[Opening Given information section]

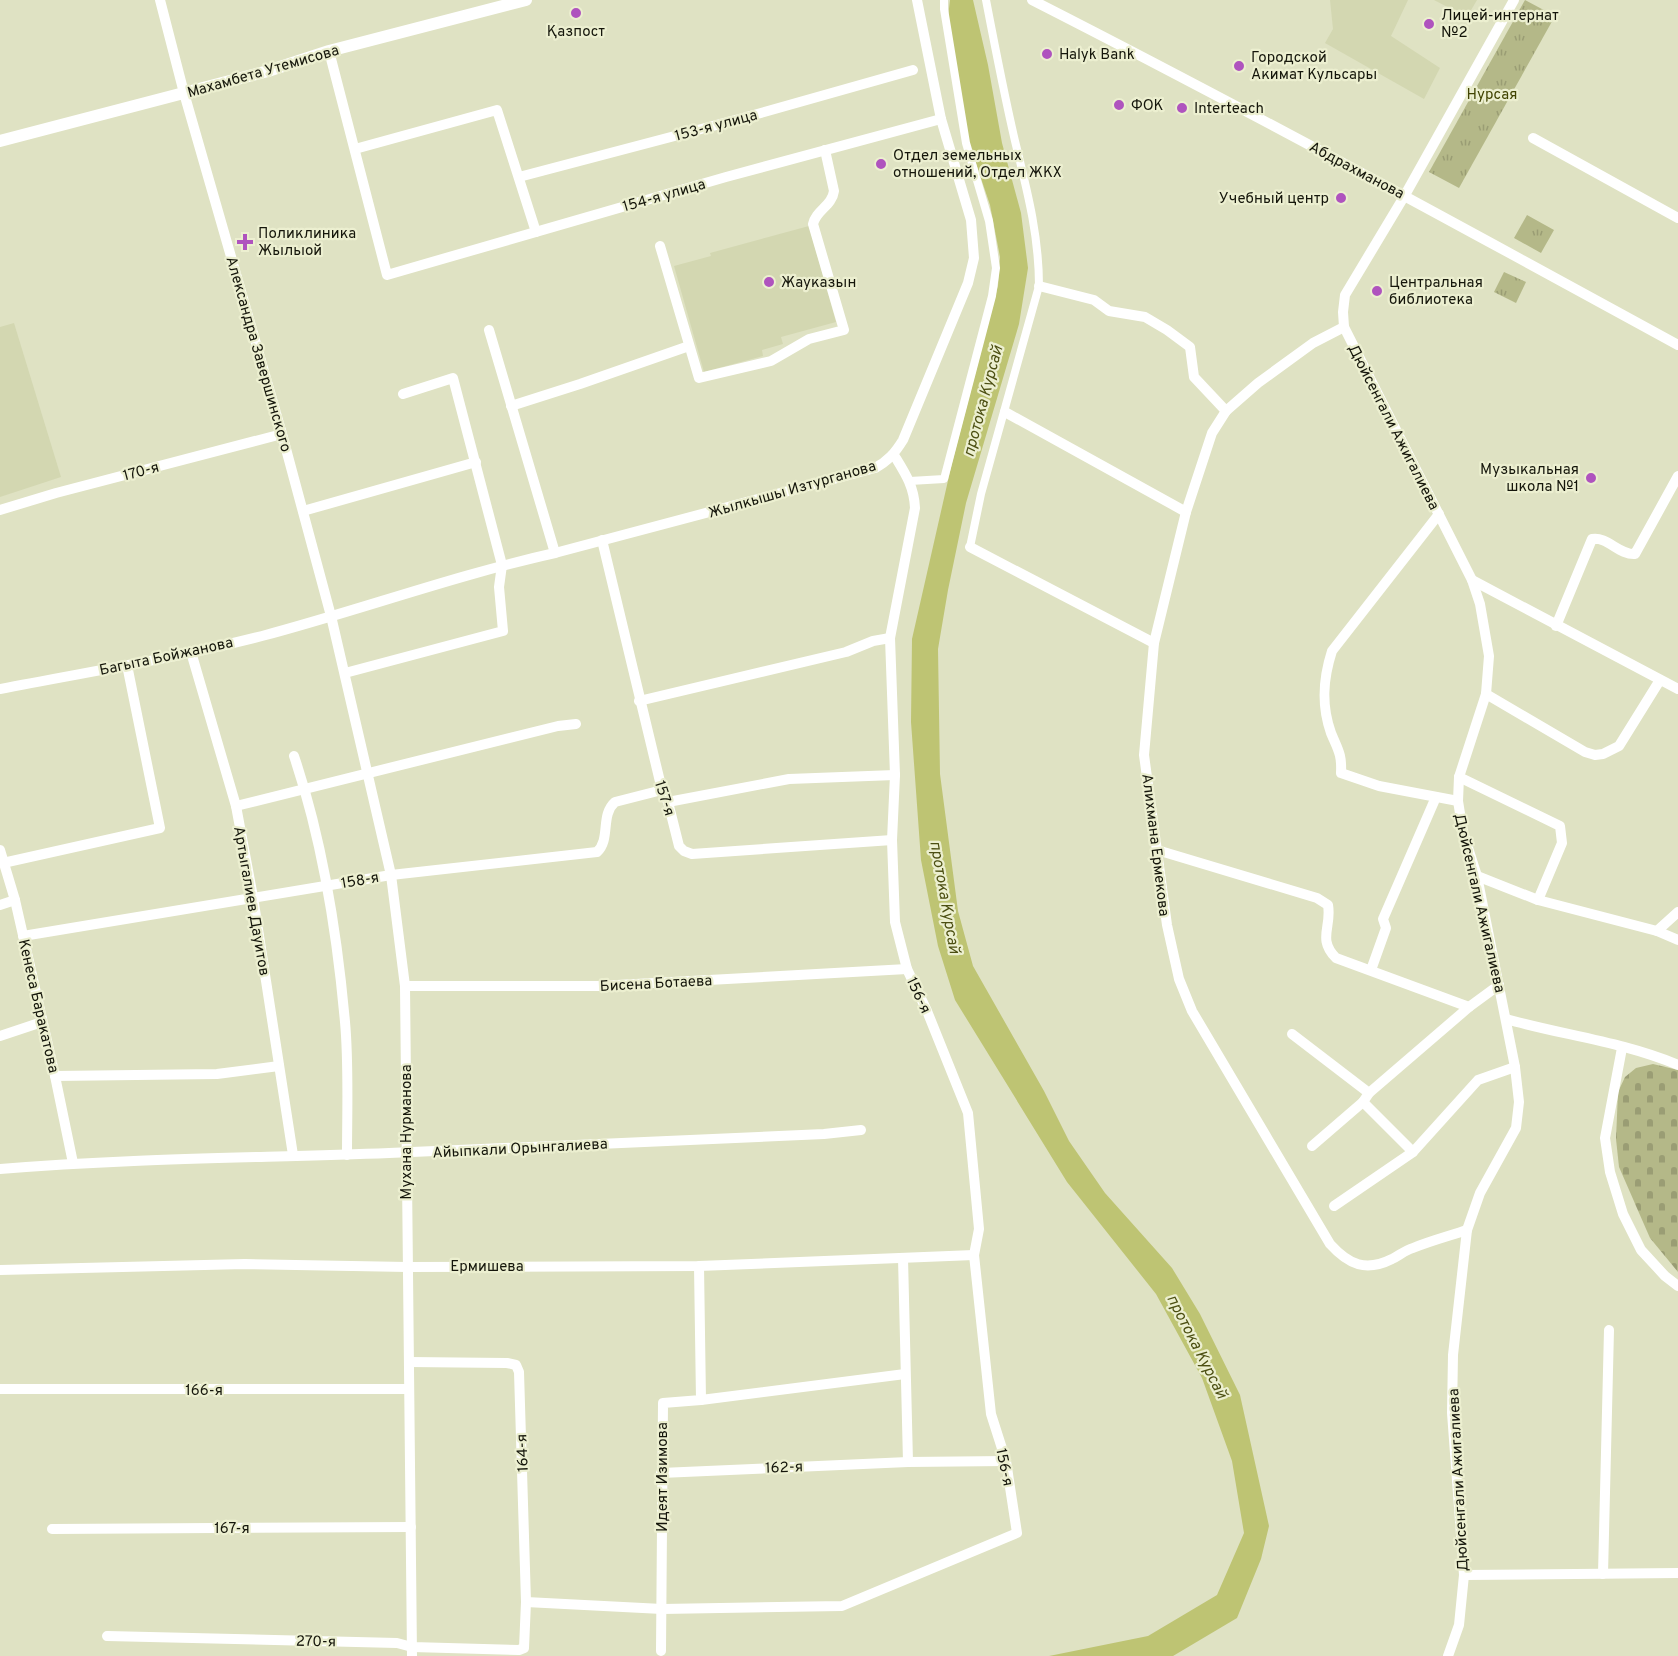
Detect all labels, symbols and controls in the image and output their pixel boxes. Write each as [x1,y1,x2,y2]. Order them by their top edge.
marker: Қазпост [569,6,583,20]
place label: Лицей-интернат №2 [1441,7,1559,43]
marker: Лицей-интернат №2 [1422,17,1436,31]
place label: Қазпост [547,23,605,42]
street label: Махамбета Утемисова [185,42,341,103]
place label: Halyk Bank [1059,46,1135,65]
marker: Halyk Bank [1040,47,1054,61]
place label: Городской Акимат Кульсары [1251,49,1377,85]
marker: Городской Акимат Кульсары [1232,59,1246,73]
park label: Нурсая [1466,86,1518,105]
place label: ФОК [1131,97,1164,116]
marker: ФОК [1112,98,1126,112]
place label: Interteach [1194,100,1264,119]
marker: Interteach [1175,101,1189,115]
street label: 153-я улица [673,106,760,147]
street label: Абдрахманова [1306,138,1407,204]
place label: Отдел земельных отношений, Отдел ЖКХ [893,147,1062,183]
marker: Отдел земельных отношений, Отдел ЖКХ [874,157,888,171]
street label: 154-я улица [621,176,708,217]
place label: Учебный центр [1219,190,1329,209]
marker: Учебный центр [1334,191,1348,205]
place label: Поликлиника Жылыой [258,225,356,261]
marker: Поликлиника Жылыой [236,233,254,251]
street label: Александра Завершинского [221,254,295,454]
place label: Жауказын [781,274,856,293]
place label: Центральная библиотека [1389,274,1483,310]
marker: Жауказын [762,275,776,289]
marker: Центральная библиотека [1370,284,1384,298]
street label: Дюйсенгали Ажигалиева [1343,342,1443,514]
water label: протока Курсай [959,343,1009,459]
street label: Жылкышы Изтурганова [706,457,878,523]
street label: 170-я [121,459,162,486]
place label: Музыкальная школа №1 [1480,461,1579,497]
marker: Музыкальная школа №1 [1584,471,1598,485]
street label: Багыта Бойжанова [98,634,235,681]
street label: Алихмана Ермекова [1136,773,1173,918]
street label: 157-я [649,778,678,819]
street label: Дюйсенгали Ажигалиева [1449,812,1508,995]
street label: Артыгалиев Дауитов [228,825,273,977]
water label: протока Курсай [924,839,964,956]
street label: 158-я [340,869,381,894]
street label: Кенеса Баракатова [13,938,62,1075]
street label: Бисена Ботаева [599,972,713,997]
street label: 156-я [901,974,934,1017]
street label: Мухана Нурманова [398,1064,417,1200]
street label: Айыпкали Орынгалиева [432,1135,608,1164]
street label: Ермишева [450,1258,524,1277]
water label: протока Курсай [1161,1291,1231,1403]
street label: 166-я [185,1382,223,1401]
street label: Дюйсенгали Ажигалиева [1445,1388,1474,1572]
street label: Идеят Изимова [654,1422,673,1532]
street label: 164-я [513,1434,534,1472]
street label: 156-я [990,1447,1017,1488]
street label: 162-я [765,1458,803,1479]
street label: 167-я [214,1520,250,1539]
street label: 270-я [296,1633,336,1652]

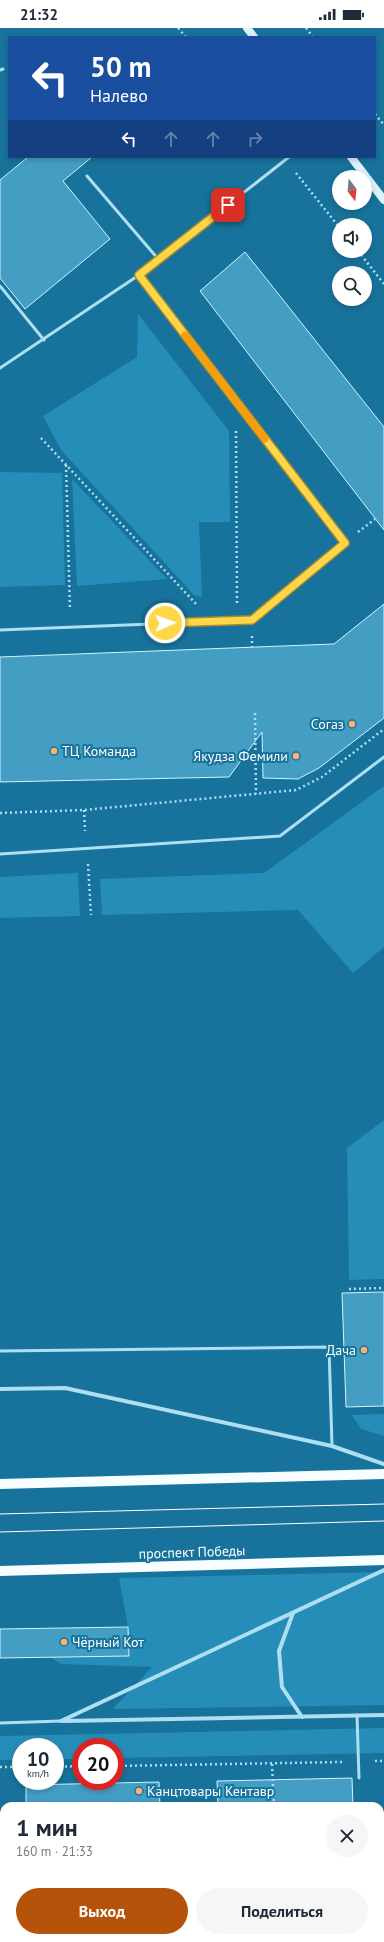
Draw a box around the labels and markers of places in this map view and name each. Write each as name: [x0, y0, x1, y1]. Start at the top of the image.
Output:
pin: [211, 188, 245, 222]
place label: Согаз: [311, 715, 344, 733]
marker: Согаз: [347, 719, 357, 729]
place label: ТЦ Команда: [62, 742, 136, 760]
marker: ТЦ Команда: [49, 746, 59, 756]
place label: Якудза Фемили: [193, 747, 288, 765]
marker: Якудза Фемили: [291, 751, 301, 761]
place label: Дача: [326, 1341, 356, 1359]
marker: Дача: [359, 1345, 369, 1355]
place label: Чёрный Кот: [72, 1633, 144, 1651]
marker: Чёрный Кот: [59, 1637, 69, 1647]
place label: Канцтовары Кентавр: [147, 1782, 274, 1800]
marker: Канцтовары Кентавр: [134, 1786, 144, 1796]

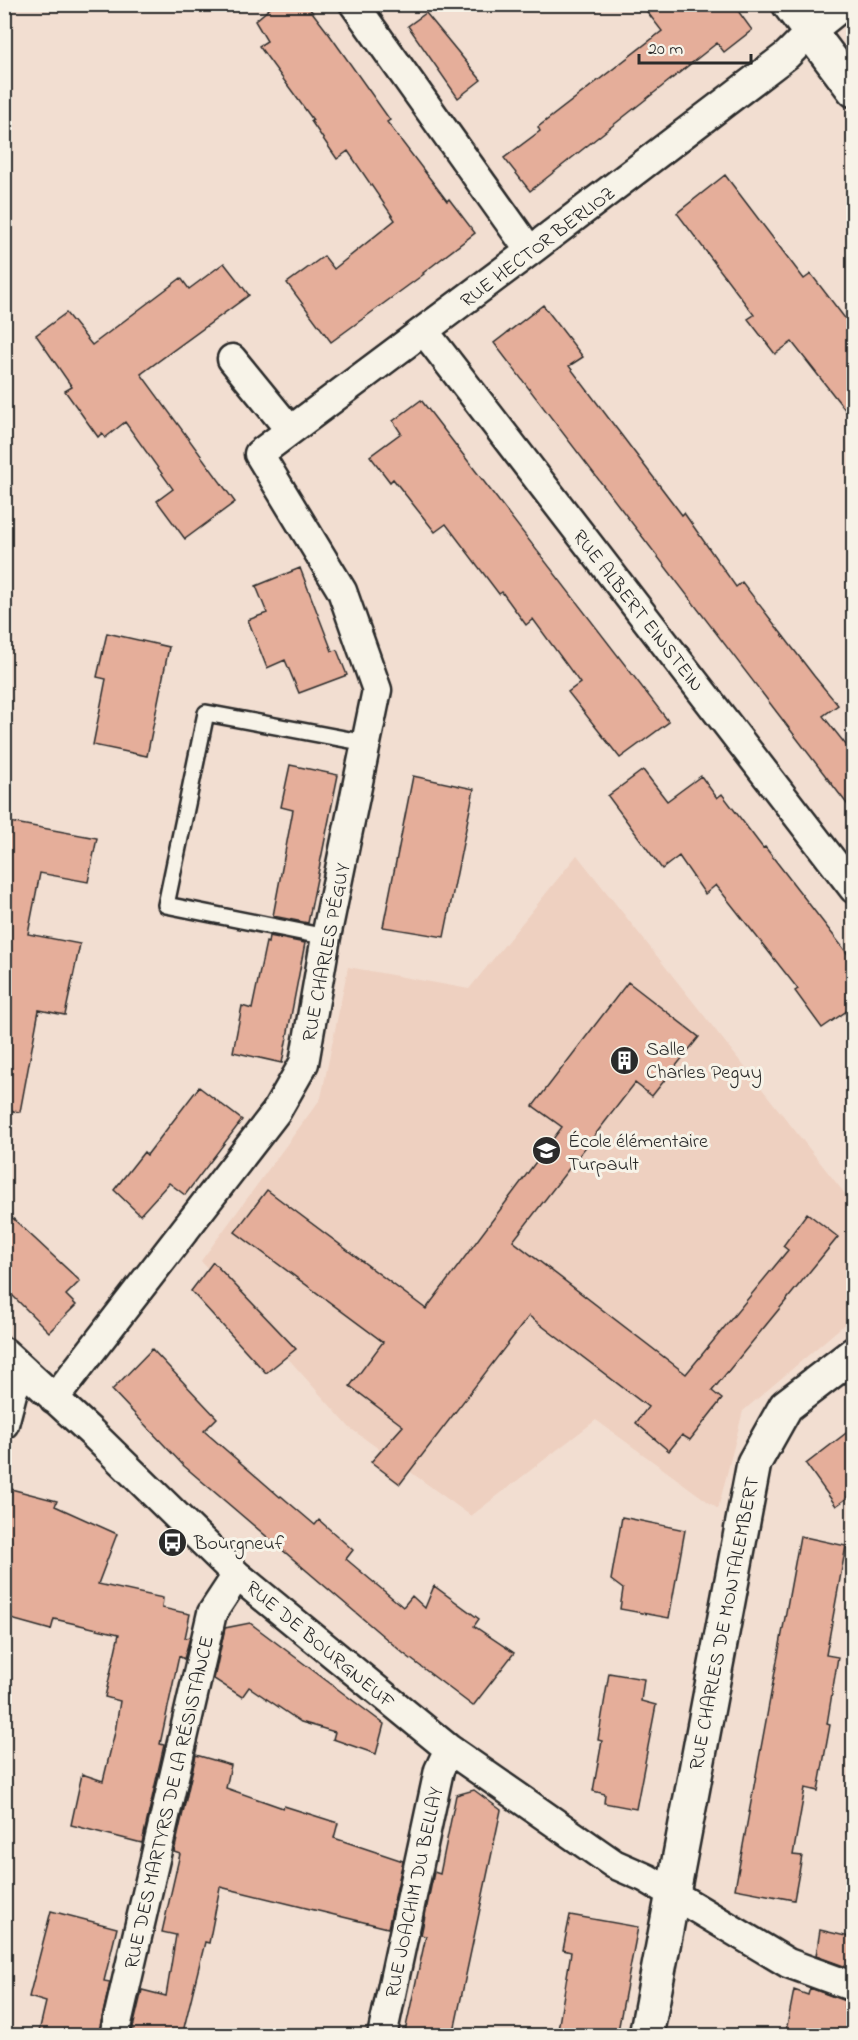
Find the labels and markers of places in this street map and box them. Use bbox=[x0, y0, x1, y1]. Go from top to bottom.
place label: Salle Charles Peguy bbox=[646, 1036, 762, 1089]
building icon: Salle Charles Peguy bbox=[609, 1044, 641, 1076]
place label: École élémentaire Turpault bbox=[568, 1128, 708, 1180]
school or university icon: École élémentaire Turpault bbox=[531, 1135, 563, 1167]
bus stop icon: Bourgneuf bbox=[157, 1526, 189, 1558]
place label: Bourgneuf bbox=[193, 1530, 285, 1560]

[Closing Given information section]

* **Problem to solve**
Gather up every line in the data above that contains the word "Курсай", copying each one.

* **Task result**
water label: протока Курсай [959,343,1009,459]
water label: протока Курсай [924,839,964,956]
water label: протока Курсай [1161,1291,1231,1403]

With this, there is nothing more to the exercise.